_Dataset entries_

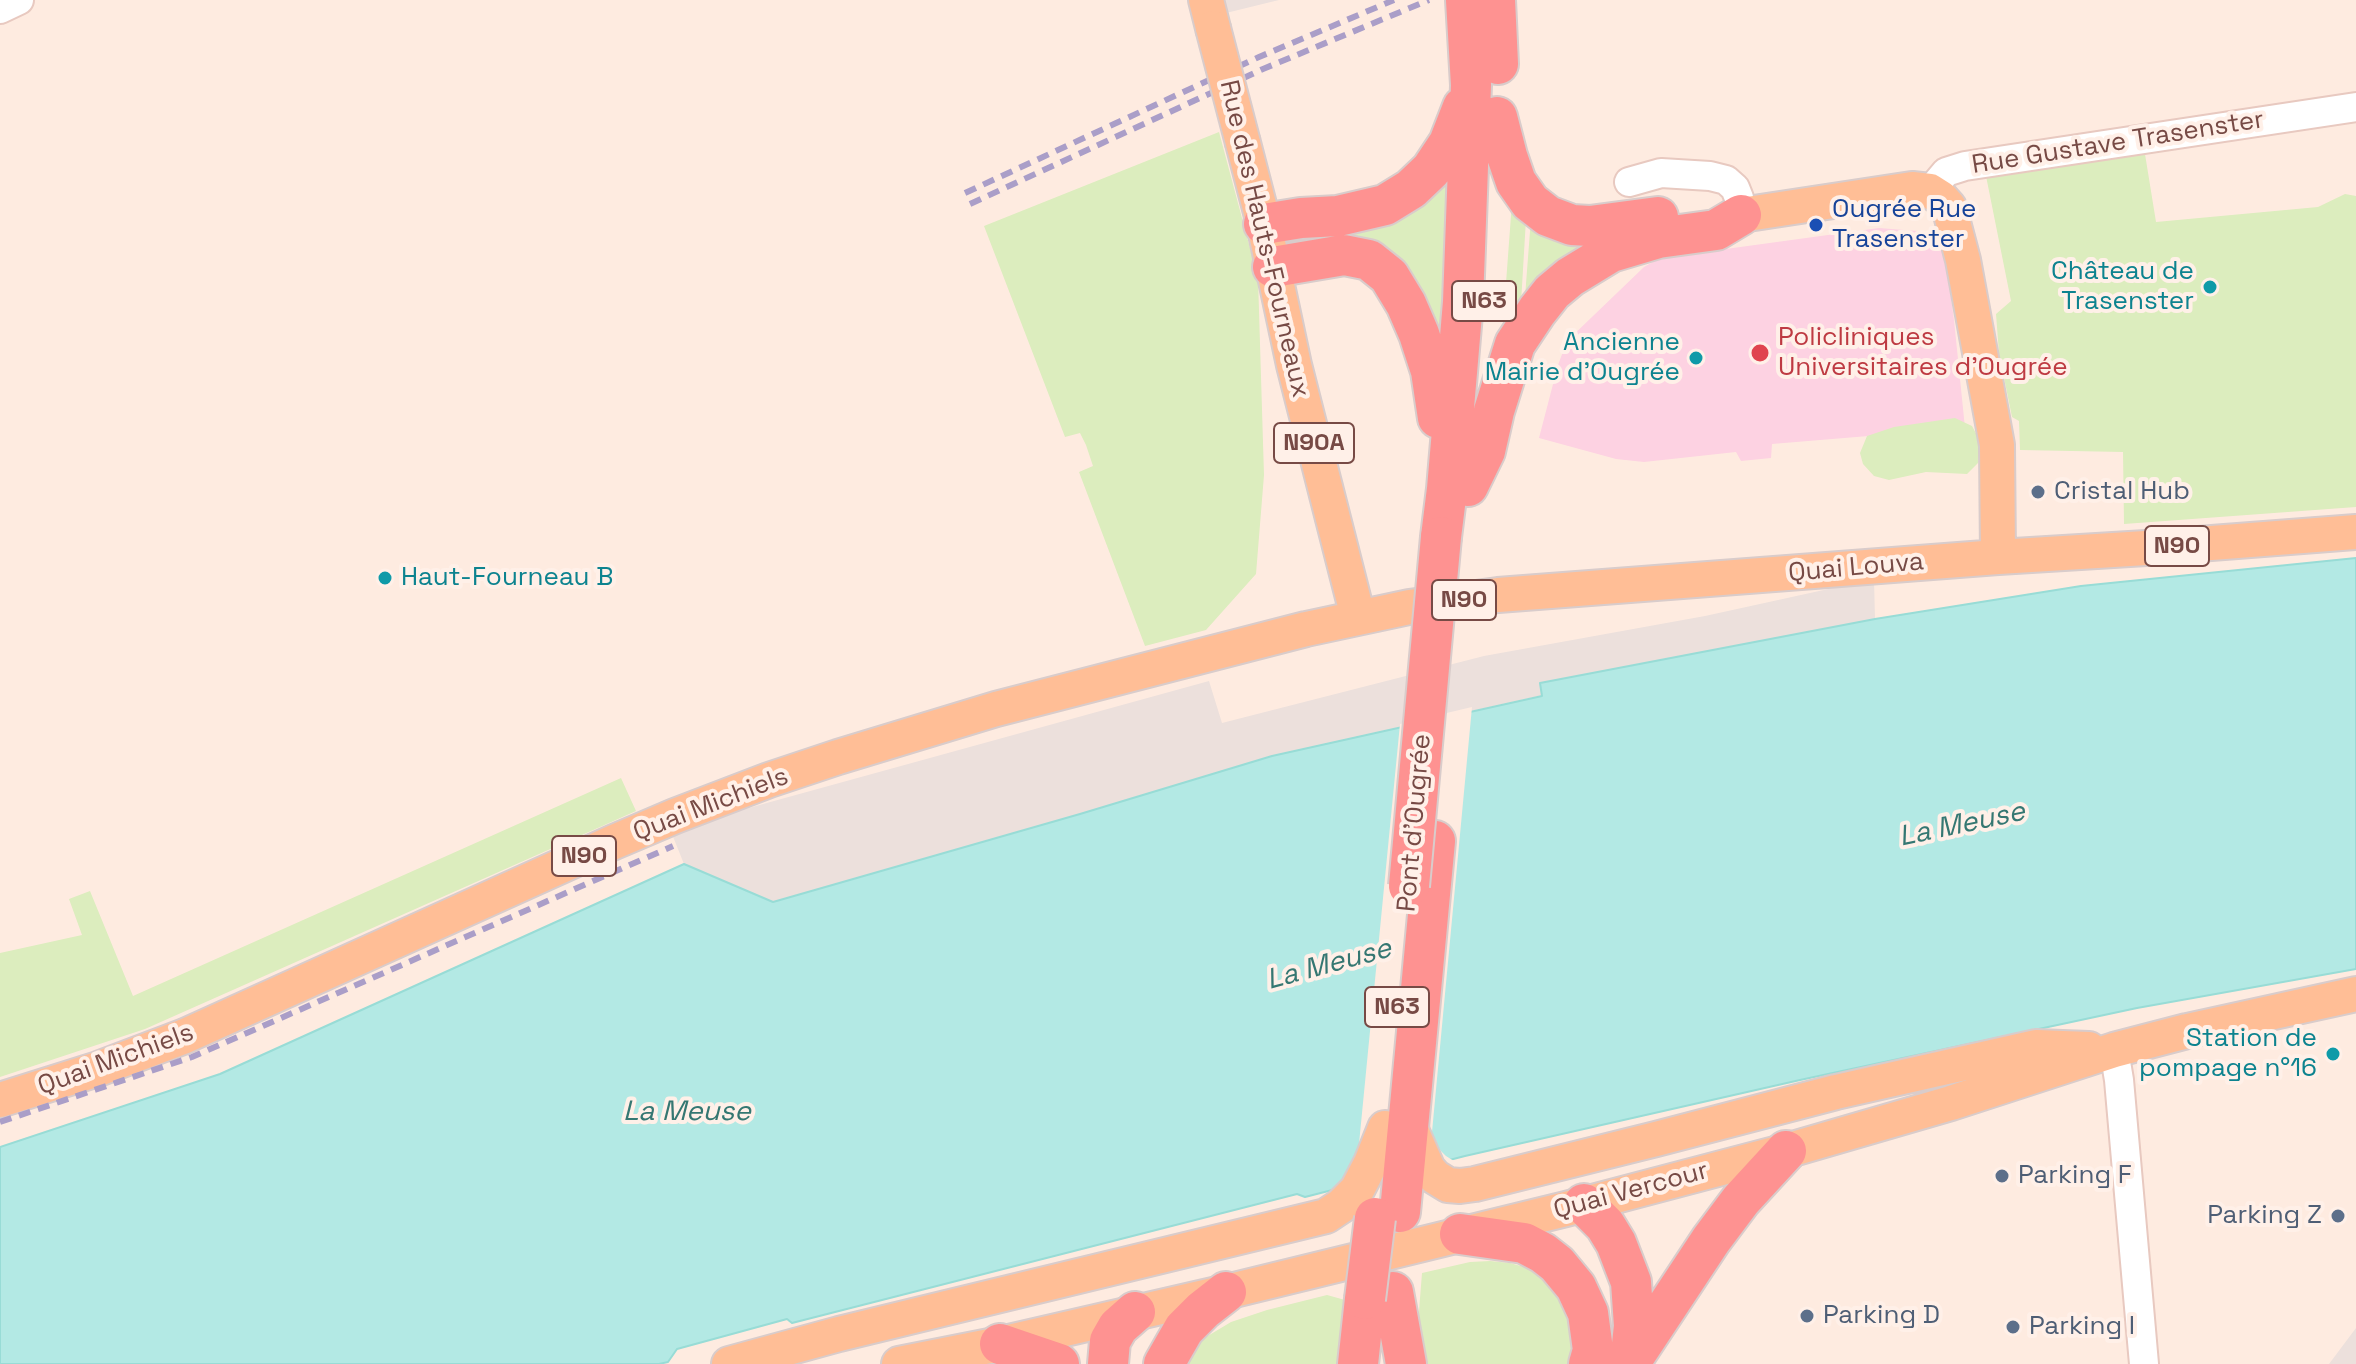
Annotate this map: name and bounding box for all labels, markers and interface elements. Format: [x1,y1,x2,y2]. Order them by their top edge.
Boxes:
street label: Rue des Hauts-Fourneaux [1212,77,1316,401]
street label: Rue Gustave Trasenster [1970,105,2266,181]
place label: Ougrée Rue Trasenster [1832,194,1977,256]
marker: Ougrée Rue Trasenster [1807,216,1825,234]
place label: Château de Trasenster [2051,256,2194,318]
marker: Château de Trasenster [2201,278,2219,296]
road number: N63 [1452,281,1516,321]
place label: Policliniques Universitaires d'Ougrée [1778,322,2068,384]
place label: Ancienne Mairie d'Ougrée [1485,327,1680,388]
marker: Policliniques Universitaires d'Ougrée [1749,342,1771,364]
marker: Ancienne Mairie d'Ougrée [1687,349,1705,367]
road number: N90A [1274,423,1354,463]
place label: Cristal Hub [2054,476,2190,508]
marker: Cristal Hub [2029,483,2047,501]
road number: N90 [2145,526,2209,566]
street label: Quai Louva [1787,547,1925,589]
place label: Haut-Fourneau B [401,562,613,594]
marker: Haut-Fourneau B [376,569,394,587]
road number: N90 [1432,580,1496,620]
street label: Pont d'Ougrée [1392,733,1438,913]
street label: Quai Michiels [629,761,793,849]
water label: La Meuse [1896,795,2028,855]
road number: N90 [552,836,616,876]
water label: La Meuse [1263,932,1395,998]
road number: N63 [1365,987,1429,1027]
street label: Quai Michiels [34,1017,198,1103]
place label: Station de pompage n°16 [2139,1023,2317,1084]
marker: Station de pompage n°16 [2324,1045,2342,1063]
water label: La Meuse [623,1095,751,1129]
street label: Quai Vercour [1550,1155,1712,1227]
place label: Parking F [2018,1160,2132,1192]
marker: Parking F [1993,1167,2011,1185]
place label: Parking Z [2207,1200,2322,1232]
marker: Parking Z [2329,1207,2347,1225]
place label: Parking D [1823,1300,1940,1332]
marker: Parking D [1798,1307,1816,1325]
place label: Parking I [2029,1311,2135,1343]
marker: Parking I [2004,1318,2022,1336]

_Brief_
Every record above should be transcribed exactly; the pictures stay out of the copy.

_Written reply_
Annotate this map: name and bounding box for all labels, markers and interface elements. Format: [x1,y1,x2,y2]. Order them by their top edge.
Boxes:
street label: Rue des Hauts-Fourneaux [1212,77,1316,401]
street label: Rue Gustave Trasenster [1970,105,2266,181]
place label: Ougrée Rue Trasenster [1832,194,1977,256]
marker: Ougrée Rue Trasenster [1807,216,1825,234]
place label: Château de Trasenster [2051,256,2194,318]
marker: Château de Trasenster [2201,278,2219,296]
road number: N63 [1452,281,1516,321]
place label: Policliniques Universitaires d'Ougrée [1778,322,2068,384]
place label: Ancienne Mairie d'Ougrée [1485,327,1680,388]
marker: Policliniques Universitaires d'Ougrée [1749,342,1771,364]
marker: Ancienne Mairie d'Ougrée [1687,349,1705,367]
road number: N90A [1274,423,1354,463]
place label: Cristal Hub [2054,476,2190,508]
marker: Cristal Hub [2029,483,2047,501]
road number: N90 [2145,526,2209,566]
street label: Quai Louva [1787,547,1925,589]
place label: Haut-Fourneau B [401,562,613,594]
marker: Haut-Fourneau B [376,569,394,587]
road number: N90 [1432,580,1496,620]
street label: Pont d'Ougrée [1392,733,1438,913]
street label: Quai Michiels [629,761,793,849]
water label: La Meuse [1896,795,2028,855]
road number: N90 [552,836,616,876]
water label: La Meuse [1263,932,1395,998]
road number: N63 [1365,987,1429,1027]
street label: Quai Michiels [34,1017,198,1103]
place label: Station de pompage n°16 [2139,1023,2317,1084]
marker: Station de pompage n°16 [2324,1045,2342,1063]
water label: La Meuse [623,1095,751,1129]
street label: Quai Vercour [1550,1155,1712,1227]
place label: Parking F [2018,1160,2132,1192]
marker: Parking F [1993,1167,2011,1185]
place label: Parking Z [2207,1200,2322,1232]
marker: Parking Z [2329,1207,2347,1225]
place label: Parking D [1823,1300,1940,1332]
marker: Parking D [1798,1307,1816,1325]
place label: Parking I [2029,1311,2135,1343]
marker: Parking I [2004,1318,2022,1336]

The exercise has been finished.